*** Extracted material ***
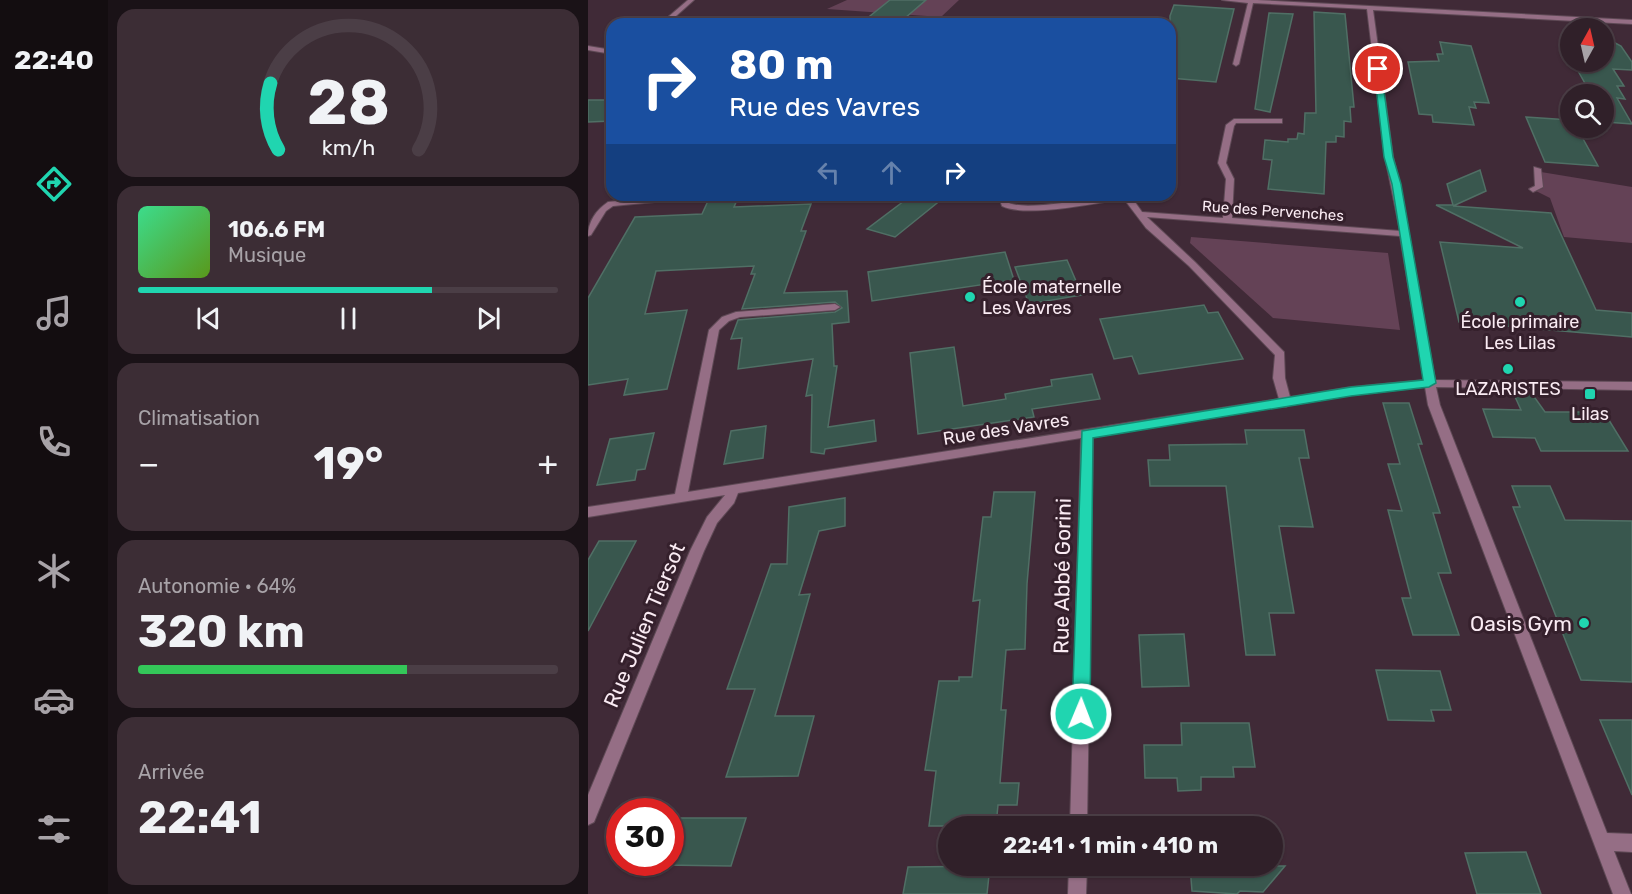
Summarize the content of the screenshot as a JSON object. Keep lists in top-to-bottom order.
{
  "streets": {
    "street": [
      "Rue des Pervenches",
      "Rue des Vavres",
      "Rue Abbé Gorini",
      "Rue Julien Tiersot"
    ]
  },
  "crossings": [
    ["Rue des Vavres", "Rue Abbé Gorini"],
    ["Rue des Vavres", "Rue Julien Tiersot"]
  ],
  "places": {
    "other": [
      "École maternelle Les Vavres",
      "École primaire Les Lilas",
      "LAZARISTES",
      "Oasis Gym"
    ],
    "transit": ["Lilas"]
  },
  "north": "top",
  "page": {
    "tabs": "22:40",
    "turn": ["80 m", "Rue des Vavres"],
    "song": ["106.6 FM", "Musique"],
    "tile": [
      "Climatisation",
      ["Autonomie · 64%", "320 km"],
      ["Arrivée", "22:41"]
    ],
    "heat": ["−", "19°", "+"],
    "limit": "30",
    "trip": "22:41 · 1 min · 410 m",
    "gauge": ["28", "km/h"]
  }
}
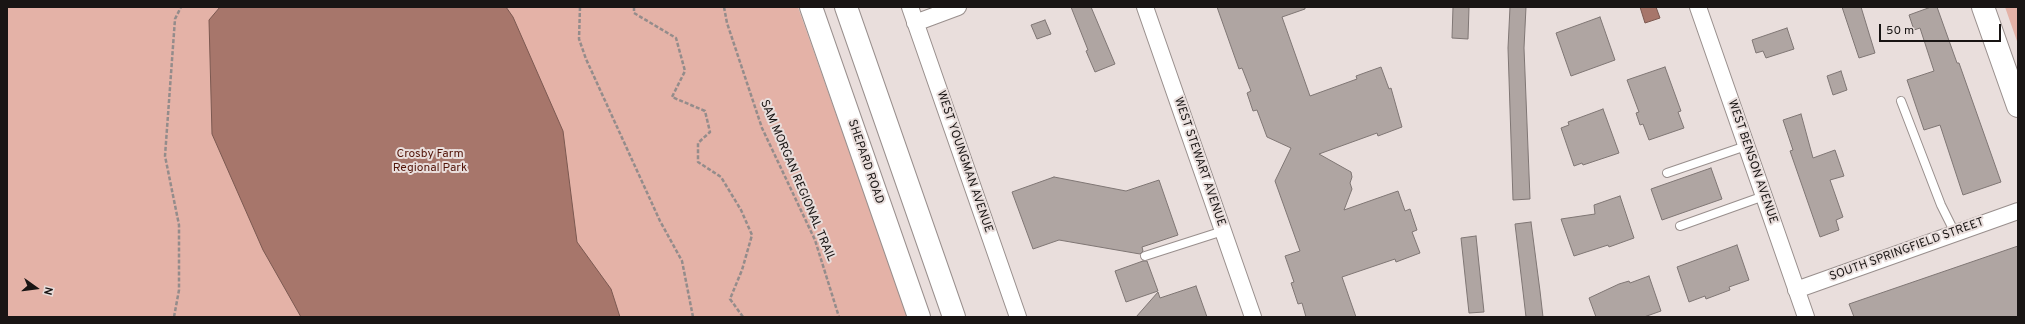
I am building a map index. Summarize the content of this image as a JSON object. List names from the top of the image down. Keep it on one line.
*** End of Extracted material ***
### Your instructions
When you retype the records, keep every word exactly as written and exclude the pictures.

### Expected answer
Summarize the content of the screenshot as a JSON object. Keep lists in top-to-bottom order.
{
  "streets": {
    "street": [
      "Rue des Pervenches",
      "Rue des Vavres",
      "Rue Abbé Gorini",
      "Rue Julien Tiersot"
    ]
  },
  "crossings": [
    ["Rue des Vavres", "Rue Abbé Gorini"],
    ["Rue des Vavres", "Rue Julien Tiersot"]
  ],
  "places": {
    "other": [
      "École maternelle Les Vavres",
      "École primaire Les Lilas",
      "LAZARISTES",
      "Oasis Gym"
    ],
    "transit": ["Lilas"]
  },
  "north": "top",
  "page": {
    "tabs": "22:40",
    "turn": ["80 m", "Rue des Vavres"],
    "song": ["106.6 FM", "Musique"],
    "tile": [
      "Climatisation",
      ["Autonomie · 64%", "320 km"],
      ["Arrivée", "22:41"]
    ],
    "heat": ["−", "19°", "+"],
    "limit": "30",
    "trip": "22:41 · 1 min · 410 m",
    "gauge": ["28", "km/h"]
  }
}
I am building a map index. Summarize the content of this image as a JSON object. List names from the top of the image down. Keep it on one line.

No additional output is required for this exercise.